TC Canada’s decision to scuttle what amounted to an extension of a pipeline system that already exists comes on the heels of President Joe Biden’s cancellation of the company’s permit to carry out construction. Nearly 300 miles of the pipeline had been built after former President Donald Trump on his first day in office reversed an Obama-era prohibition on the project. In 2018, however, a federal judge blocked further construction because the Trump administration failed to perform the environmental reviews required to receive a so-called presidential permit from the State Department for a cross-border project of that scale. The pipeline has languished since and, despite lobbying from the company to the incoming Biden administration to revive the deal, Biden revoked the permit, all but killing the pipeline.

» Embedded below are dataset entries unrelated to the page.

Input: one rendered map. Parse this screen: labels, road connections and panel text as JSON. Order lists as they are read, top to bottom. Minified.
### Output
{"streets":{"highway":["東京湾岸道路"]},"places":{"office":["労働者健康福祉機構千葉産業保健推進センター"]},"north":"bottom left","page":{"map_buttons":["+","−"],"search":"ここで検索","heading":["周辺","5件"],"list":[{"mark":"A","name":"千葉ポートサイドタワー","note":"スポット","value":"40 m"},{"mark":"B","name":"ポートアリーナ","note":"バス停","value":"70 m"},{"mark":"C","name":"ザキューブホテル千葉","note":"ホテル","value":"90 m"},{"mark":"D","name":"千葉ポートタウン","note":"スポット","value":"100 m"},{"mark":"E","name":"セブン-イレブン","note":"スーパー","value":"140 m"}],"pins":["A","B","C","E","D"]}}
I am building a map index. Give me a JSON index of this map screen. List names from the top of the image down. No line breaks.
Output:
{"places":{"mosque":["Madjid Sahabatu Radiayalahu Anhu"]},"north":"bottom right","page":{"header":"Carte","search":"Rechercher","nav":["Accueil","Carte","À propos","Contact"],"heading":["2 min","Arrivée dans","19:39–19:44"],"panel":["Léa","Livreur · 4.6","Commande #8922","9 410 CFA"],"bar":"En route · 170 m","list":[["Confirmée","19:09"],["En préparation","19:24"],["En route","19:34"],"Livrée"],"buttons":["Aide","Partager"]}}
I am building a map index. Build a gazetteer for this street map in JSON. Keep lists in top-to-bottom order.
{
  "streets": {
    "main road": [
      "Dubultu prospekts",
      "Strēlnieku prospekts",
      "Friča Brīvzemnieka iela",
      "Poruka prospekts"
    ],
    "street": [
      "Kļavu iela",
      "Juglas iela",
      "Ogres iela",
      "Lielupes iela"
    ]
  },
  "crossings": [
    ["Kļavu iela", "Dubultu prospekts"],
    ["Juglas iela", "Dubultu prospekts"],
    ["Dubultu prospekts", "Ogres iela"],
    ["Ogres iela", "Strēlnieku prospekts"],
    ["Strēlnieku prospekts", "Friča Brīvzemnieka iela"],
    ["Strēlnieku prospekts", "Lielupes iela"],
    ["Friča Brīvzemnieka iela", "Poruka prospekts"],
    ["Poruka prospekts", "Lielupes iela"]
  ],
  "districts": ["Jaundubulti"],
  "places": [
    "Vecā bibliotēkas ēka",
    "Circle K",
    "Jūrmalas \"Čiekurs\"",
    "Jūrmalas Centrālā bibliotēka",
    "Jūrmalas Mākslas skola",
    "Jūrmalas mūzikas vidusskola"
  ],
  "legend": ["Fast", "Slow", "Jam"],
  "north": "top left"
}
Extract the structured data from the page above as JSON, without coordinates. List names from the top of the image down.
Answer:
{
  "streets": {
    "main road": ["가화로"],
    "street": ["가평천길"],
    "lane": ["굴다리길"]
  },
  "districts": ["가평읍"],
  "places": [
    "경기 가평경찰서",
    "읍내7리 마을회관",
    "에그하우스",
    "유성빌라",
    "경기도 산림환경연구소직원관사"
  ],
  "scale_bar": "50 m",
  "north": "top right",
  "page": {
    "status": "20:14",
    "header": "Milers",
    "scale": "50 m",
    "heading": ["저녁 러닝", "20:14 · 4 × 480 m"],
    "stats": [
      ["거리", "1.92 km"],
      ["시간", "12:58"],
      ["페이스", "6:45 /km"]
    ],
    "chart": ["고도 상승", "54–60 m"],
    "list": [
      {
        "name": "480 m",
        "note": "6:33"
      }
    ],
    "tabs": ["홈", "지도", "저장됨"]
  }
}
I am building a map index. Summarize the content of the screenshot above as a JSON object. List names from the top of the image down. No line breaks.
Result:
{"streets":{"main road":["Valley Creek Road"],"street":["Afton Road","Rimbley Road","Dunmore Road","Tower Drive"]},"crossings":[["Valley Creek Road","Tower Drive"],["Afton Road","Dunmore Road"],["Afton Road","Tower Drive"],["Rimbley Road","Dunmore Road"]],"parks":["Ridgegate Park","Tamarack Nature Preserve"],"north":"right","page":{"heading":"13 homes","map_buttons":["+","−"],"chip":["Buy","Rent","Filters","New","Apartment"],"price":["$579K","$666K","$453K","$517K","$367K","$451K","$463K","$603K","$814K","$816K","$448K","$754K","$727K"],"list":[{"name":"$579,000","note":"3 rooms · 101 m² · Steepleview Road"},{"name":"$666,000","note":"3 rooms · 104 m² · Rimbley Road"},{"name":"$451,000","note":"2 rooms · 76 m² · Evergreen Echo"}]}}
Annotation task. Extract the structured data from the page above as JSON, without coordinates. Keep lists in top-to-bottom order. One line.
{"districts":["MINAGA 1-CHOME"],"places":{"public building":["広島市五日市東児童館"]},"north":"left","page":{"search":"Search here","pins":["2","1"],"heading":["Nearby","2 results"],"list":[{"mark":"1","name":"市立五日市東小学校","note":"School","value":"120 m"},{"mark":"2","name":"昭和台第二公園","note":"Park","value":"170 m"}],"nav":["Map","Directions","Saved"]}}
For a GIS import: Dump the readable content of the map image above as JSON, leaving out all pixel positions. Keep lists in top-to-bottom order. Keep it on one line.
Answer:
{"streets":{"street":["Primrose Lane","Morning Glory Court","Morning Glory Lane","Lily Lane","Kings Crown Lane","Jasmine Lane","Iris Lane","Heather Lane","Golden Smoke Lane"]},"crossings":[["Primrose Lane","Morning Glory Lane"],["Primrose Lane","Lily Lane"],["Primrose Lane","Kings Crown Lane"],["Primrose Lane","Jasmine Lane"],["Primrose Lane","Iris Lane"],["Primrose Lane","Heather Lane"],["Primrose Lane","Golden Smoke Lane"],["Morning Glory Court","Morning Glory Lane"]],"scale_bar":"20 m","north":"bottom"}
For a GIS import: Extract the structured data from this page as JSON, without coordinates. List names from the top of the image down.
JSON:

Biden couched his Keystone decision as an environmental one as part of a broader, much needed shift away from fossil fuels to combat climate change. Biden didn’t see ponying up U.S. government support for a new pipeline as an indicator of American credibility on the issue as he tried to reassert some semblance of American leadership on the global stage. Environmentalists had targeted the pipeline construction as a procedural way to take on Big Oil and slow American oil consumption. The crude transported from the oil sands in Alberta required more processing than other forms of oil extraction, meaning it emitted more greenhouse gases in the process. Protests by indigenous groups and activists led to court challenges over use of land for the pipeline. There were also worries about that the proposed route through Nebraska cut through the Ogallala Aquifer, which provides groundwater for millions across the Plains States.
The politics of oil has changed over the last decade, as have the economics; falling oil prices have made big, pricey fossil fuel projects less attractive. The oil industry and Republicans, however, have resorted to well worn lines, criticizing Biden’s revocation of TC Energy’s permit as a jobs killer, while making vague protestations about American “energy independence.” The oil was coming from Canada, which is not a part of the U.S., so it’s not really a question of independence. TC Energy said it would cut more than 1,000 construction jobs when it suspended operations, but most of those jobs were only temporary anyway. The State Department pegged the number of full-time positions that the pipeline would bring at closer to 50.
In announcing the decision, TC Energy didn’t give much of an explanation for its decision, but the Wall Street Journal reports it did say “that going forward it would build its businesses in shipping and storing natural gas, liquid fuels and power to meet growing North American demand for cleaner fuels.” And that, while not the final destination, sounds a lot like progress.